Because transformers v4 and v5 API for image preprocessor differs,
and the model-internal image input sizes are actually irrelevant,
because the preprocessor will resize them anyway, and there is no
batch dimension (because the input images will have different shapes),
do not advertise this information in `.input_shape`.
- ModelZoo: drop `trocr_processor` model type
- `ModelZoo.load_models()`: use Predictor for `ocr_tr` models, too
- `ModelZoo.load_model()`: for `ocr_tr`, load processor and model,
then define a function object as stand-in for the common model
interface based on Keras (w/ `.predict_on_batch()`)
- Predictor: allow multi-input without actual batch dimension
for `ocr_tr` models (because the model takes a list of original
image arrays and resizes them to model shape internally)
- Eynollah_ocr: adapt (replacing preprocessing, prediction and
decoding steps by a single `.predict()` call)
- `min_conf_value_of_textline_text`: apply by skipping
lines below threshold (instead of writing empty text),
and delete their TextEquiv (if existing)
- `write_ocr()`: simplify, and ensure consistency between
line and region level text correctly
- drop `end_character` mechanics and `characters` model type
for decoding output probability (not needed)

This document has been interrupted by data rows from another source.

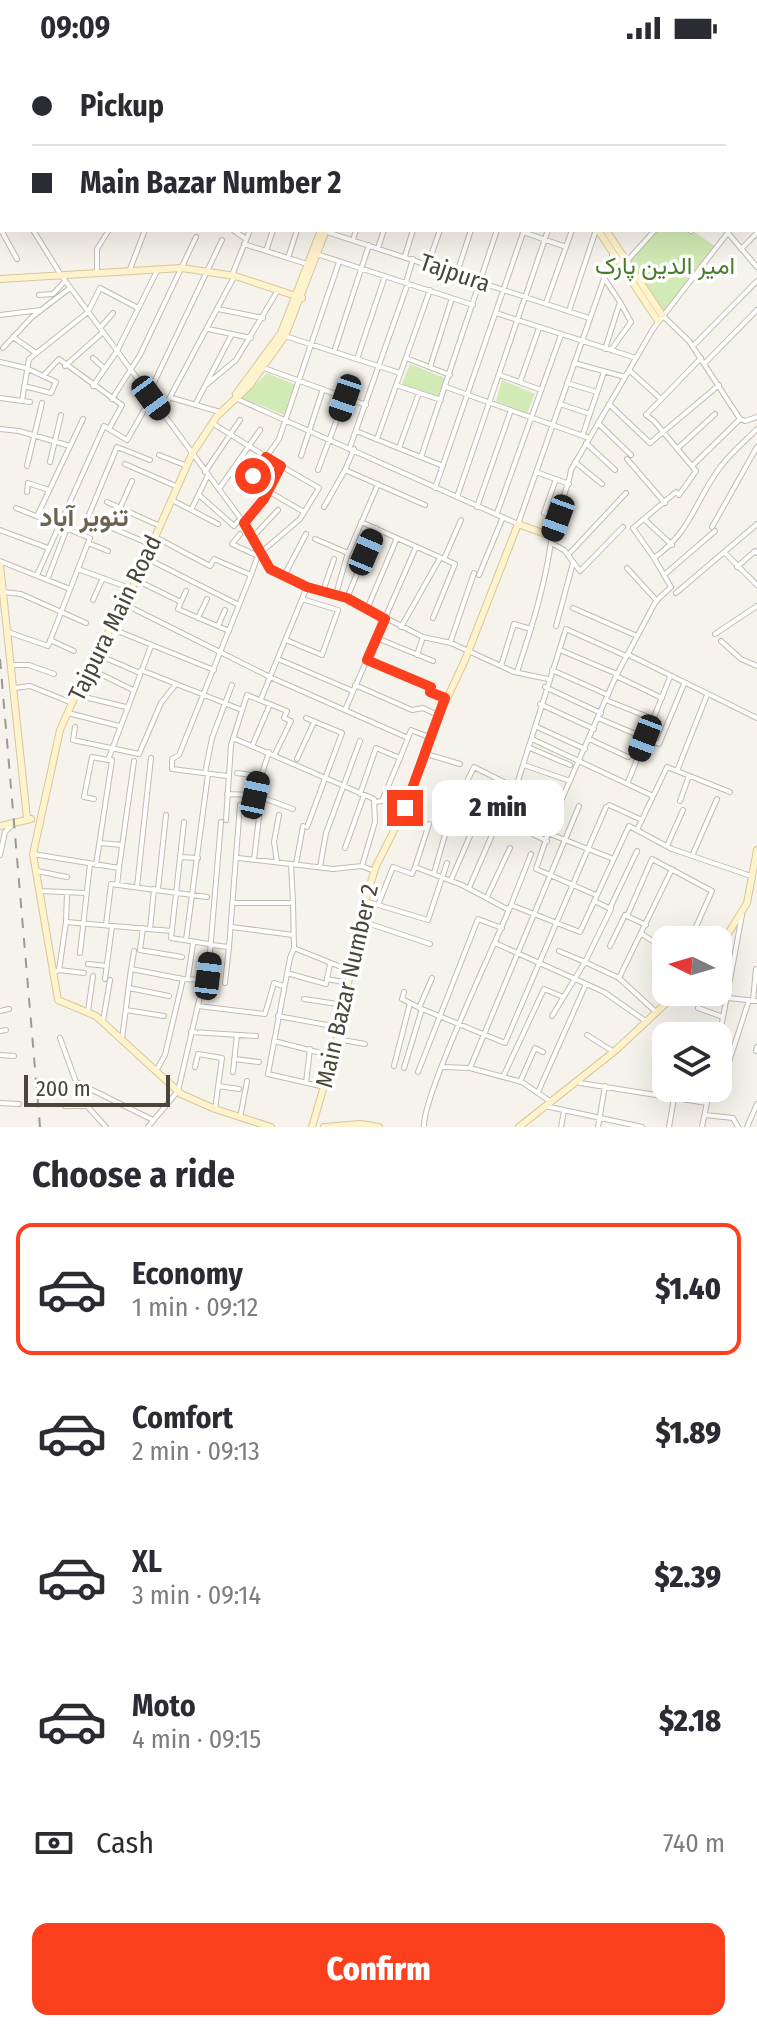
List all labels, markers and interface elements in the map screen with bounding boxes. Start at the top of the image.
text: 09:09 [40,10,110,46]
text: Pickup [80,88,164,124]
text: Main Bazar Number 2 [80,165,341,201]
street label: Tajpura [416,248,494,298]
park label: امیر الدین پارک [595,252,735,282]
car [326,371,364,425]
car [127,372,175,424]
route start [235,458,271,494]
car [539,491,577,545]
district label: تنویر آباد [39,502,129,533]
car [346,525,386,579]
street label: Tajpura Main Road [63,531,167,705]
car [625,711,665,765]
car [238,769,272,821]
callout: 2 min [433,780,565,836]
route end [387,790,423,826]
text: 2 min [469,792,527,823]
street label: Main Bazar Number 2 [310,882,384,1090]
north arrow [652,926,732,1006]
map controls [652,926,732,1102]
car [193,951,223,1001]
button: layers [652,1022,732,1102]
scale bar [24,1071,170,1107]
text: 200 m [36,1075,91,1102]
text: Choose a ride [32,1153,235,1197]
icon: car [36,1253,108,1325]
text: Economy [132,1256,243,1292]
text: $1.40 [655,1271,721,1307]
text: 1 min · 09:12 [132,1292,258,1323]
icon: car [36,1397,108,1469]
text: Comfort [132,1400,233,1436]
text: $1.89 [655,1415,721,1451]
text: 2 min · 09:13 [132,1436,260,1467]
icon: car [36,1541,108,1613]
text: XL [132,1544,162,1580]
text: $2.39 [655,1559,721,1595]
text: 3 min · 09:14 [132,1580,261,1611]
icon: car [36,1685,108,1757]
text: Moto [132,1688,196,1724]
text: $2.18 [659,1703,721,1739]
text: 4 min · 09:15 [132,1724,261,1755]
icon: cash [32,1821,76,1865]
text: Cash [96,1825,154,1861]
text: 740 m [663,1828,725,1859]
button: Confirm [32,1923,725,2015]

- drop `decode_batch_predictions()` and `num_to_char` model type
(part of inference model)
- drop roughshot confidence estimation calculation
(returned precisely by inference model)
- adapt model prediction to inference model: just omit zeros,
map to bytes, filter OOV tokens and decode UTF-8 to str
- if no binarization input was provided, then compute it on the fly
using `binarization` model
- also apply `min_conf_value_of_textline_text` (as for TrOCR)
- batching over entire page instead of region-wise
(which underfilled batches)
- simplify and avoid copied redundant code
- rename `extracted_conf_value_merged` → `extracted_confs_merged`
- move `batched()` from `utils.utils_ocr` to `utils`
- drop `utils_ocr.distortion_free_resize()` (not needed)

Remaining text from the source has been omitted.